Every organization produces and processes large amounts of data every single day. This data encompasses everything from employee and customer records to purchase orders to digital advertisements. Data is perhaps an organization's most vital asset. How an organization cares for its data can make or break it. Every day, threat actors across the globe devise new schemes to get their hands on important data and use it for their own ends. To get a stable grasp on your organization's data security, you can use the Data Lifecycle, which presents a standard list of tasks for properly managing data in your organization, from creation to disposal.

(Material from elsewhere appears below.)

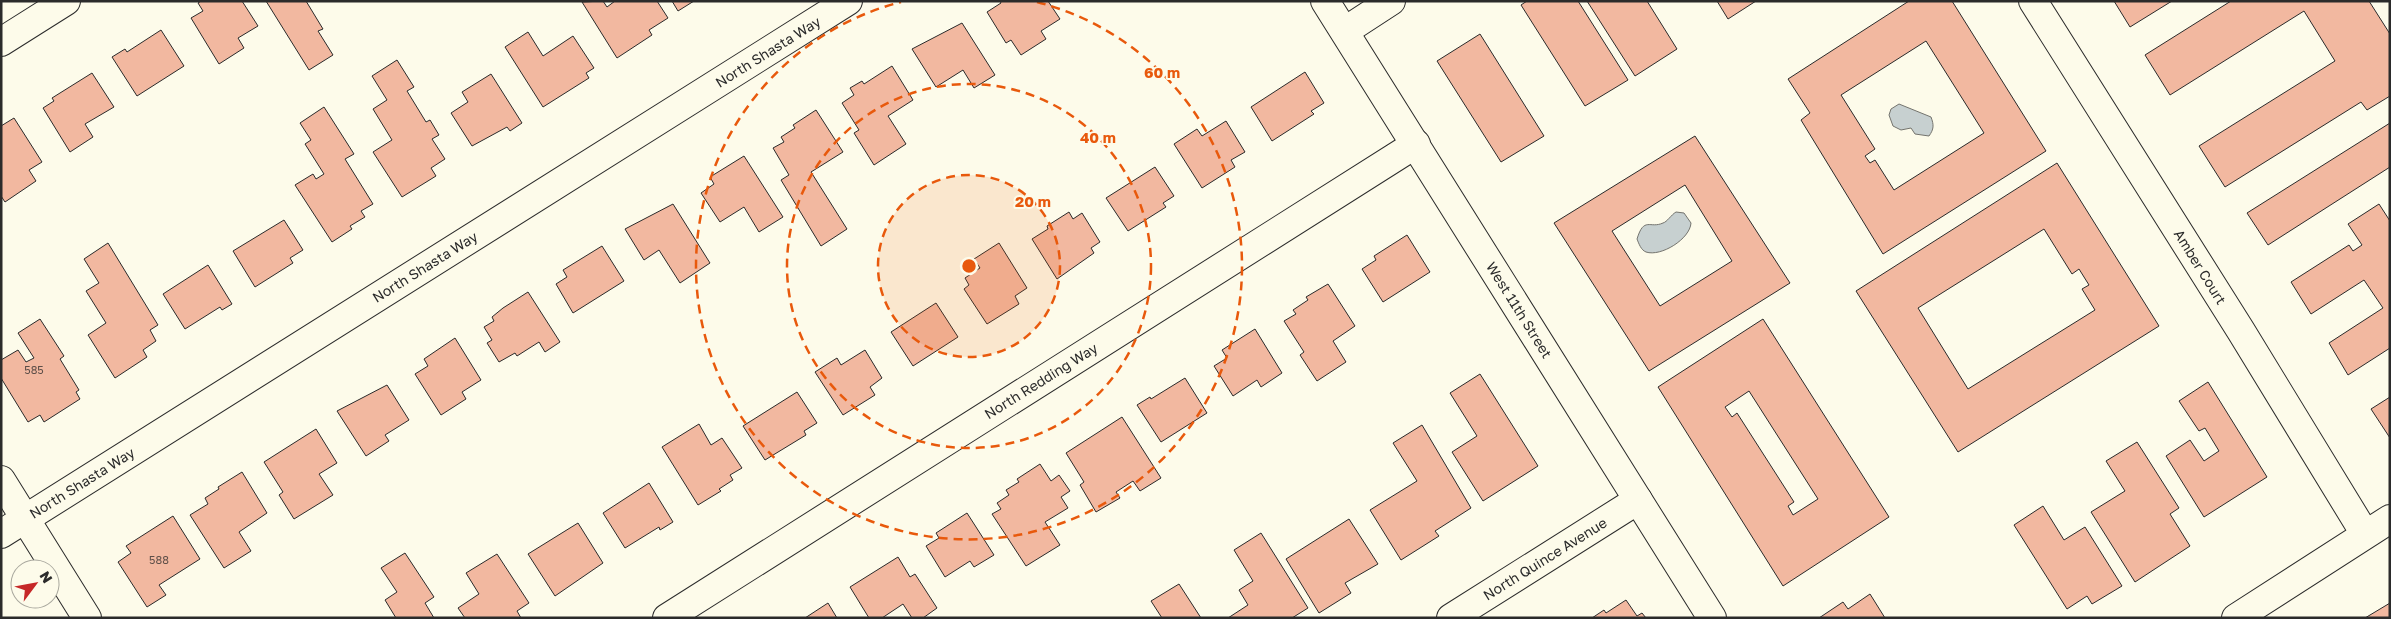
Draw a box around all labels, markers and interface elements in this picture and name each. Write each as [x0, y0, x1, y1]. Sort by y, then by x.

Security Intelligence Cycle

A great way to keep your business up to date with the latest cyber threats is by tracking and studying various threat intelligence sources. Threat Intelligence is data regarding potential or existing cyber threats. It usually includes Indicators of Compromise (IoCs), the Tactics, Techniques & Procedures (TTPs) of threat actors, and detailed analysis of any exploits and payloads. As a small business owner, you can keep up with threat intelligence through a variety of sources; it can be as simple as studying the front pages of major cybersecurity news websites every morning, and as deep as setting up servers to collect intelligence from major security analytics sources. By following the Security Intelligence Cycle, you can design a program for clear collection, analysis, and sharing of threat intelligence in your workplace.

STRIDE Threat Model

A business owner can become overwhelmed trying to find and address all of the cyber threats present in their network. The STRIDE Threat Model is a methodology for categorizing cyber threats. The name is an acronym comprising the six specific threat categories defined by the model. They are: Spoofing identity, Tampering with data, Repudiation, Information disclosure, Denial of Service (DoS), and Elevation of privileges. These six techniques are the most common cyber threats one may find themselves vulnerable to. By organizing them in an easy to remember model, a business owner can more easily weed out specific threats in their environment and define the proper measures to address them.